Input for this task Block Start

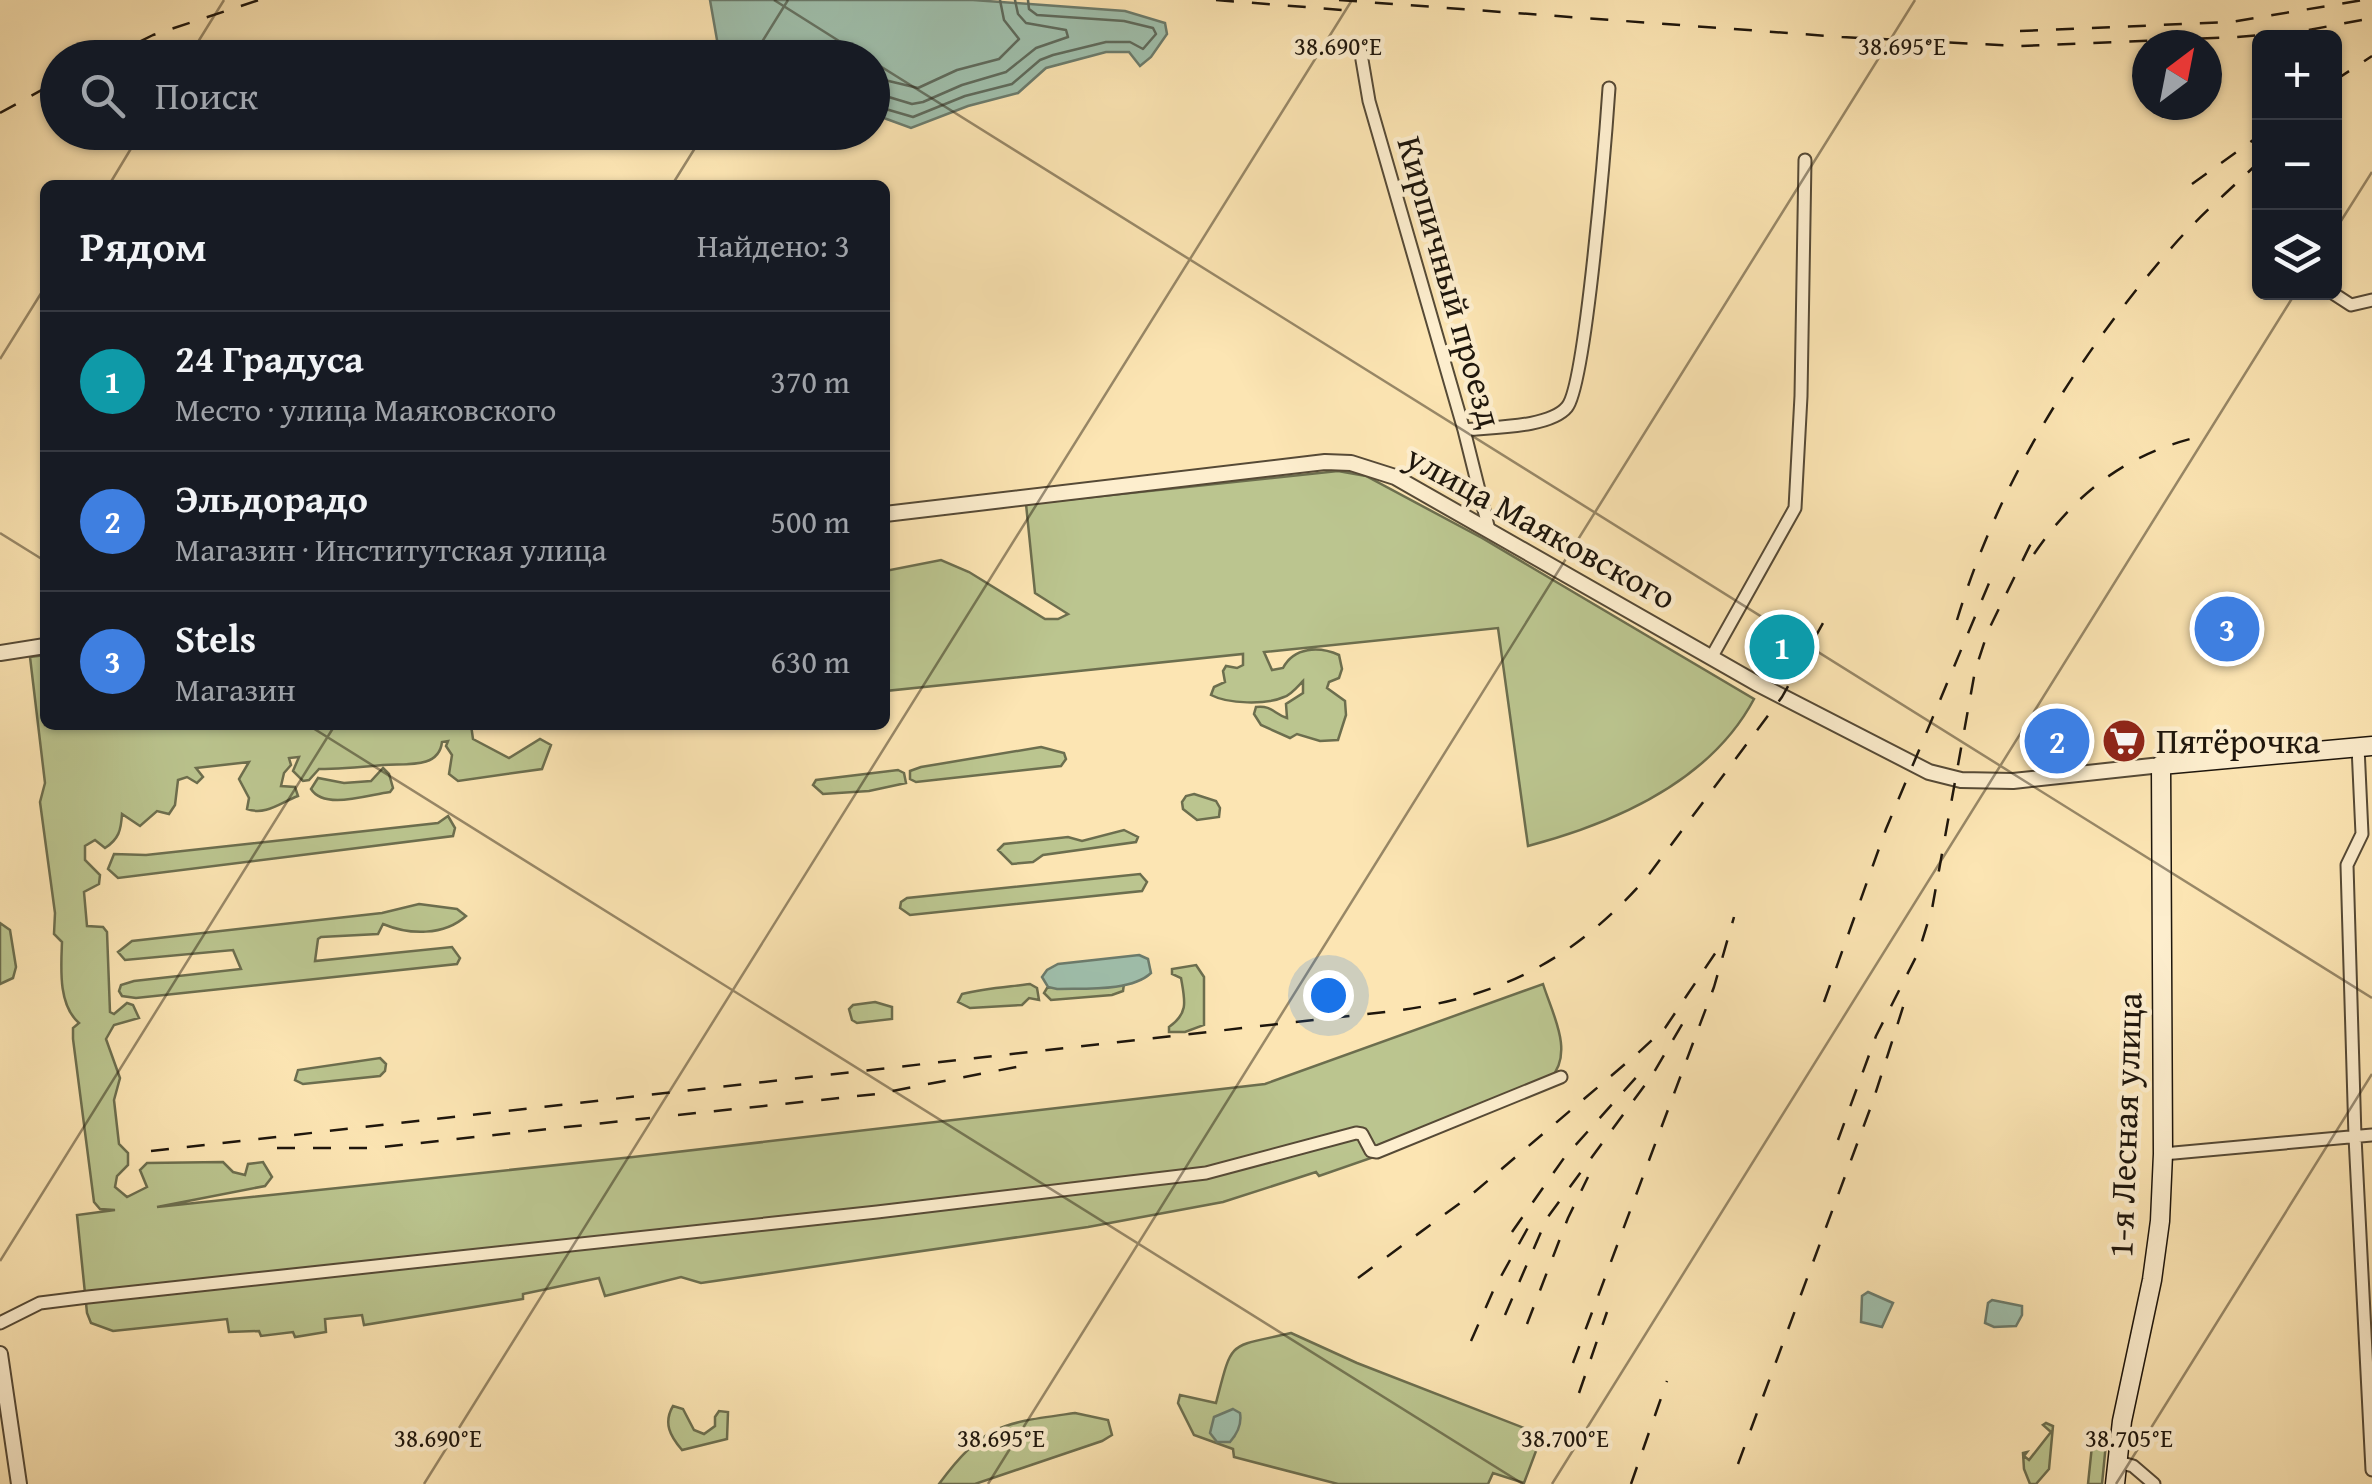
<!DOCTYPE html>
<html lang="ru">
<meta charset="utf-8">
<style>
:root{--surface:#171b24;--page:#242831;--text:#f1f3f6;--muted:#9ea1a6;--line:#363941;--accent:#b45309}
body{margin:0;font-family:"Gentium Book Plus",serif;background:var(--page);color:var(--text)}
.controls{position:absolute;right:30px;top:30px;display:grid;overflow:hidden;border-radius:15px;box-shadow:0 2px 8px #0004}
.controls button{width:90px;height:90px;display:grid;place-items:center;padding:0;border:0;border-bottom:2px solid var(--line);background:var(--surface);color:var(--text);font:50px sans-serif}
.compass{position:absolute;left:2132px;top:30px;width:90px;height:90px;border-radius:50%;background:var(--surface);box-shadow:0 2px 8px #0004;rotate:32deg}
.you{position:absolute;left:1328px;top:995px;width:35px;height:35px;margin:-25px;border:8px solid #fff;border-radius:50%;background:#1a73e8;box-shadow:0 0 0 15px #1a73e833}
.badge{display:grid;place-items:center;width:65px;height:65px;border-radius:50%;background:var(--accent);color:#fff;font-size:32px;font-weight:700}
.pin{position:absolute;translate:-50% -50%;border:5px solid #fff;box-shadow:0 2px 10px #0006}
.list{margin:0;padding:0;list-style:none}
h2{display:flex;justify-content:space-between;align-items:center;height:130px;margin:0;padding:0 40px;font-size:42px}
h2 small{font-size:32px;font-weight:400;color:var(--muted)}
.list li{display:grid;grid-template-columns:65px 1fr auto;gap:30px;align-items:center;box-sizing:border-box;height:140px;padding:0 40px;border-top:2px solid var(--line)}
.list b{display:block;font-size:38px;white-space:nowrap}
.list p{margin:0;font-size:32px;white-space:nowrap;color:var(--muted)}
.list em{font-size:32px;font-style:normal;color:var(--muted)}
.icon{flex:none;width:55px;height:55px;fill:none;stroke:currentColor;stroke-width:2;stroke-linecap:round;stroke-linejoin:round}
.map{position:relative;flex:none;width:2372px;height:1484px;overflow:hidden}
.search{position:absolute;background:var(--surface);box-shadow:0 2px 8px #0004;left:40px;top:40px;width:850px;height:110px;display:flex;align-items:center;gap:25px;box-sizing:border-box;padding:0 35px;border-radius:55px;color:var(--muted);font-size:38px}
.panel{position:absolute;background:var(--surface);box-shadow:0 2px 8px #0004;left:40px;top:180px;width:850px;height:550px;border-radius:15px}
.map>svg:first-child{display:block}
</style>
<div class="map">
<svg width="2372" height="1484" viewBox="0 0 2372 1484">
<rect width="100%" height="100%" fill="#fce5b3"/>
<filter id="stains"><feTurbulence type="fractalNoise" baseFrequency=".002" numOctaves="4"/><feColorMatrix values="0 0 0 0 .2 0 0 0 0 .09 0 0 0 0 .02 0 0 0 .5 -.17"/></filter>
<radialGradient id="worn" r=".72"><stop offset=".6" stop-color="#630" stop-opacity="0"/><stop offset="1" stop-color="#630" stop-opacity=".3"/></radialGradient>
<path fill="#bbc58f" stroke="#6c6e4e" stroke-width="2.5" d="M1338,471L1366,476L1482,538L1754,699C1710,782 1615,823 1528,846L1498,628L1264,652L1272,670L1283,668C1294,647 1319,646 1339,655L1342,669L1339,678L1329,682L1327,688L1345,701L1346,715L1338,740L1320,741L1297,734L1290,738L1261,725L1254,714L1256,707C1272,705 1274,714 1287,718L1286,704L1303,693V681C1298,686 1291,695 1284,697C1266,705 1228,704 1211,695L1214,687L1225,682L1223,671L1226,666L1237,668L1243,665V654L885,691V571L941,560L969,572L1045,619H1058L1068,614L1035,593L1026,504Z
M45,655V725H471L473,739L509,758L540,739L551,745L542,769L458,781L449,774L452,755L446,746L448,741L442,742C439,770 403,763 383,765C362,767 341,769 319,769L309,780L303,781L293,771L299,757L289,758L291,765L284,773L281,786L295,787L298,796C281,802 266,816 247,809L249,798L239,779L249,762L196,768L203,777L197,783L187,777L178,780L175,805L169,814L157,811L140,826L122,814C121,830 119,839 105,848L95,840L85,846V860L100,875L99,884L84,892L87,926L103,927L107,932L110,1012L114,1014L127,1003L133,1005L139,1018L114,1025L106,1039L120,1078L114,1100L119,1144L128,1153V1165L117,1176L115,1187L127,1197L147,1187L140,1170L147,1163L223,1162L233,1172L245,1175L248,1164L263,1162L272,1177L265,1186L157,1207L633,1157L1265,1084L1543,984C1552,1013 1575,1053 1550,1079L1381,1144L1371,1158L1319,1176L1316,1172L1223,1202L1088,1227L701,1283L681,1277L605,1296L599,1278L523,1294V1299L364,1325L362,1315L325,1319L326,1332L295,1337L293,1332L261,1336L259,1331L229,1332L227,1319L113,1331L91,1323L87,1313L77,1215L115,1210L100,1209L94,1202L73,1039V1028L79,1023C58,1005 61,968 62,942L54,934L55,913L40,802L45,783L30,657Z
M1041,747L1064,753L1066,759L1061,766L916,782L910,779V771L921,767Z
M383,768L389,774L393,788L390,792C367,795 324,810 311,789L318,778L344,783L371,781Z
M898,770L904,773L906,783L869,791L823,794L813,785L816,780Z
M1194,794L1216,801L1220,808L1219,817L1197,820L1183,809L1182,802L1186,796Z
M448,816L455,828L453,836L118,878L108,869L114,854L146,855L438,823Z
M1124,830L1138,837L1136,842L1043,855L1033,862L1012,864L998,850L1004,844L1068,837L1082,841Z
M1140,874L1147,882L1142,891L910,915L900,908L901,902L907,898Z
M419,904L457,909L466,916C444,936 409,935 383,924L378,934L321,937L318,939L315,961L452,947L460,958L457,964L136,998L122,996L119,991L121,985L134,981L241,969L233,950L125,960L118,952L132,941L382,913Z
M0,923L10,930L16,967L13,978L0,984Z
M1196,965L1204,977V1025L1185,1032H1169V1027C1189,1013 1185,1001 1181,978L1172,974V969Z
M1030,984L1037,988L1039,1000L1029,998L1022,1005L970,1008L958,1002L962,994C985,988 1007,987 1030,984Z
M1124,984L1123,991L1112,995L1051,1000L1044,993L1047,988L1059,985Z
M875,1002L892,1007V1019L857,1023L852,1020L849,1009L853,1005Z
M380,1058L386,1064L385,1071L380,1076L303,1084L295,1080L298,1070Z
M1291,1333L1357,1363L1542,1435L1524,1483L1493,1473L1488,1484H1338L1234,1457L1233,1449L1194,1435L1178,1403L1180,1395L1216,1403C1233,1338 1227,1348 1291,1333Z
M673,1406L683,1409L694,1430L704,1434L715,1426V1417L719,1411L728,1412L727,1439L682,1450C670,1436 663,1423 673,1406Z
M1075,1413L1108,1420L1112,1435L1102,1441L975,1484H939C984,1423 1004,1423 1075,1413Z
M2046,1423L2053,1426L2049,1469L2036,1484H2030L2024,1469L2023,1453L2027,1452L2024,1456L2029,1460L2051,1432L2043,1425Z
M2104,1430L2107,1433L2102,1484H2088L2093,1436Z"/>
<path fill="#9fbfac" stroke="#6b7b6c" stroke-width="2.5" d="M710,0H973L1125,11L1165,23L1167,34L1151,57L1140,66L1129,52H1106L1046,68L1018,93L968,106L911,128L873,114L872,58L720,57Z
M1139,955L1148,959L1151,973C1131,992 1083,988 1057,989L1048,987L1042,977L1047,970L1058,964Z
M1868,1292L1893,1303L1882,1327L1861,1322L1862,1296Z
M1992,1300L2022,1306V1315L2016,1326L1994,1327L1985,1323L1988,1303Z
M1233,1409L1240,1413C1242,1424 1237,1434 1230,1442H1217L1210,1433L1214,1417Z"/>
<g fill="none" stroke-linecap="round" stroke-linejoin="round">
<path stroke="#5e6a5c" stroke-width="2.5" d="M872,77L918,88L957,70L999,59L1019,39L1004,20L1000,0
M872,92L912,104L923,102L962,85L1006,72L1036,48L1068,37L1066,30L1026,23L1018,14L1015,0
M872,105L913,117L965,96L1012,84L1040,60L1053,55L1106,42H1130L1143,49L1156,34L1153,28L1124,21L1037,15L1029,9L1028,0"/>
<defs>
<path id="minor" d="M1360,48L1369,101L1464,430L1489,530
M2331,292L2351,305L2372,300
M1464,430C1490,427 1550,428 1567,407C1586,385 1606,132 1609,88
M1711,658L1795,508L1801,396L1805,160
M2358,747L2362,834L2347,865L2355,1137L2372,1470
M2163,1154L2372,1135
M0,1323L40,1303L88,1297L877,1212L1206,1173L1356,1133L1362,1134L1371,1151L1377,1152L1561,1077
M2118,1462L2133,1466L2154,1484"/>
<path id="tertiary" d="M885,514L1325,462L1351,463L1395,477L1756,683L1929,772L1961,780L2013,781L2161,765
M0,653L45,646
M0,1354L19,1484"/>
<path id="secondary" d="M2115,1484L2122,1421L2152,1280L2160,1221L2163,1154L2161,765L2372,746"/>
</defs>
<use href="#minor" stroke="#564a36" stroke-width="15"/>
<use href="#tertiary" stroke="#564a36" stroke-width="18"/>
<use href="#secondary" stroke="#1e160c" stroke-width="21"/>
<use href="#minor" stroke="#fdeece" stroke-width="11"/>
<use href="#tertiary" stroke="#fdeece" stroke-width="14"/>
<use href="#secondary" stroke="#fdeece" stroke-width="18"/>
<path stroke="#1e160c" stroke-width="2.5" stroke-dasharray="18 18" stroke-linecap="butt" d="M1216,0L1355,11
M1339,0L1842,37L2019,46L2236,37L2298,32L2372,18
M2020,31L2231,22L2363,0
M107,58L153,35L259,0
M2334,81L2372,56
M2334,103L2337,102
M0,113L58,81
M2192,184L2260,135
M2034,554C2077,491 2128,453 2202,436
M1957,620C1999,481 2077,356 2173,246C2199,216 2231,189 2260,161
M1824,1002L1886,829L1992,576
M678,1115L877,1094L1021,1066
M1838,1140L1876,1036L1919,951L1932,909L1975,671L1988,631L2037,531
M277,1148H374L650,1118
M151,1151L1394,1011C1502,997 1575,959 1647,877L1782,697L1823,623
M1512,1232L1564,1158L1640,1073
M1358,1278L1471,1195L1638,1053L1665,1028L1716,952
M1505,1315L1547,1218L1653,1074L1687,1016
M1527,1324L1568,1218L1588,1177
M1471,1341L1494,1289L1530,1224
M1573,1363L1714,987L1734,917
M1579,1393L1607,1312
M1738,1464L1873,1101L1904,1004
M1631,1484L1667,1381"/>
</g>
<path fill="none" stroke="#1e160c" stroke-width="2.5" stroke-opacity="0.45" d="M774,0L866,58M188,58L224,0M752,58L788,0M872,61L2372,998M109,185L141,132M672,185L705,132M2334,232L2372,172M0,359L45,287M0,533L45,561M308,725L1523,1484M0,1261L335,725M424,1484L1352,0M988,1484L1915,0M1552,1484L2296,292M2116,1484L2372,1074"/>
<defs>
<symbol id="supermarket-disc" viewBox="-11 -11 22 22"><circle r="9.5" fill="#8f2418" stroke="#fdeece"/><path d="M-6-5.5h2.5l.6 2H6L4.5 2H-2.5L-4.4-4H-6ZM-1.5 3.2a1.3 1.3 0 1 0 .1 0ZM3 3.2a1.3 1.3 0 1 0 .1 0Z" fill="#fff"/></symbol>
</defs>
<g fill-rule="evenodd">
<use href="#supermarket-disc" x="2099" y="716" width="50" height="50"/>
</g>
<g text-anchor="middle" stroke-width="9" stroke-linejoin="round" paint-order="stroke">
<g font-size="35" fill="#1e160c" stroke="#fdeece">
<text transform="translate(1450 282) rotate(74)" y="12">Кирпичный проезд</text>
<text transform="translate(1541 527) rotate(29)" y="12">улица Маяковского</text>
<text transform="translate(2125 1125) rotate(-88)" y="12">1-я Лесная улица</text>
</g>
<g font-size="35" fill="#1e160c" stroke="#fdeece" text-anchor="start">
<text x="2156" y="753">Пятёрочка</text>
</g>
</g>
<g font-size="25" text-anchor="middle" fill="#1e160c" stroke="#fdeece" stroke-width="9" stroke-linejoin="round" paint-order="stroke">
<text x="1338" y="55">38.690°E</text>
<text x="1902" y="55">38.695°E</text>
<text x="438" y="1447">38.690°E</text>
<text x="1001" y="1447">38.695°E</text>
<text x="1565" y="1447">38.700°E</text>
<text x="2129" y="1447">38.705°E</text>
</g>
<rect width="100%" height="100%" filter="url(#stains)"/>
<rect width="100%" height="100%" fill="url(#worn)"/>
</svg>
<div class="controls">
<button>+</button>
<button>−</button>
<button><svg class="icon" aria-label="layers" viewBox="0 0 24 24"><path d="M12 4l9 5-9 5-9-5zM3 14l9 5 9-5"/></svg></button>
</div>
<svg class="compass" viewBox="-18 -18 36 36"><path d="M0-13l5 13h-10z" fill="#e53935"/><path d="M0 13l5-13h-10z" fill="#9ea1a6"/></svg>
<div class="you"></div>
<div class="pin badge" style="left:1782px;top:647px;background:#0f9aa8">1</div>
<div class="pin badge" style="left:2057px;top:741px;background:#3f7fe0">2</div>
<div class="pin badge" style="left:2227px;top:629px;background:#3f7fe0">3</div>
<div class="search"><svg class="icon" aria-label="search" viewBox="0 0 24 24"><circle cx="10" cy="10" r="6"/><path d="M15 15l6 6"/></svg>Поиск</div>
<section class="panel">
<h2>Рядом<small>Найдено: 3</small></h2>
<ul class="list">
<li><span class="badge" style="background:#0f9aa8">1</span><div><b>24 Градуса</b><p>Место · улица Маяковского</p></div><em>370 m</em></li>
<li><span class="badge" style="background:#3f7fe0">2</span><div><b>Эльдорадо</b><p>Магазин · Институтская улица</p></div><em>500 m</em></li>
<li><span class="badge" style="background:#3f7fe0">3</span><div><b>Stels</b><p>Магазин</p></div><em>630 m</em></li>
</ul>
</section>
</div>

Input for this task Block End

**Exercise requirements**
Look above for the line with "M875,1002L892,1007V1019L857,1023L852,1020L849,1009L853,1005Z" and the line with "M0,653L45,646". Write out those two lines and all the lines between them, exactly, and no others.

**Response**
M875,1002L892,1007V1019L857,1023L852,1020L849,1009L853,1005Z
M380,1058L386,1064L385,1071L380,1076L303,1084L295,1080L298,1070Z
M1291,1333L1357,1363L1542,1435L1524,1483L1493,1473L1488,1484H1338L1234,1457L1233,1449L1194,1435L1178,1403L1180,1395L1216,1403C1233,1338 1227,1348 1291,1333Z
M673,1406L683,1409L694,1430L704,1434L715,1426V1417L719,1411L728,1412L727,1439L682,1450C670,1436 663,1423 673,1406Z
M1075,1413L1108,1420L1112,1435L1102,1441L975,1484H939C984,1423 1004,1423 1075,1413Z
M2046,1423L2053,1426L2049,1469L2036,1484H2030L2024,1469L2023,1453L2027,1452L2024,1456L2029,1460L2051,1432L2043,1425Z
M2104,1430L2107,1433L2102,1484H2088L2093,1436Z"/>
<path fill="#9fbfac" stroke="#6b7b6c" stroke-width="2.5" d="M710,0H973L1125,11L1165,23L1167,34L1151,57L1140,66L1129,52H1106L1046,68L1018,93L968,106L911,128L873,114L872,58L720,57Z
M1139,955L1148,959L1151,973C1131,992 1083,988 1057,989L1048,987L1042,977L1047,970L1058,964Z
M1868,1292L1893,1303L1882,1327L1861,1322L1862,1296Z
M1992,1300L2022,1306V1315L2016,1326L1994,1327L1985,1323L1988,1303Z
M1233,1409L1240,1413C1242,1424 1237,1434 1230,1442H1217L1210,1433L1214,1417Z"/>
<g fill="none" stroke-linecap="round" stroke-linejoin="round">
<path stroke="#5e6a5c" stroke-width="2.5" d="M872,77L918,88L957,70L999,59L1019,39L1004,20L1000,0
M872,92L912,104L923,102L962,85L1006,72L1036,48L1068,37L1066,30L1026,23L1018,14L1015,0
M872,105L913,117L965,96L1012,84L1040,60L1053,55L1106,42H1130L1143,49L1156,34L1153,28L1124,21L1037,15L1029,9L1028,0"/>
<defs>
<path id="minor" d="M1360,48L1369,101L1464,430L1489,530
M2331,292L2351,305L2372,300
M1464,430C1490,427 1550,428 1567,407C1586,385 1606,132 1609,88
M1711,658L1795,508L1801,396L1805,160
M2358,747L2362,834L2347,865L2355,1137L2372,1470
M2163,1154L2372,1135
M0,1323L40,1303L88,1297L877,1212L1206,1173L1356,1133L1362,1134L1371,1151L1377,1152L1561,1077
M2118,1462L2133,1466L2154,1484"/>
<path id="tertiary" d="M885,514L1325,462L1351,463L1395,477L1756,683L1929,772L1961,780L2013,781L2161,765
M0,653L45,646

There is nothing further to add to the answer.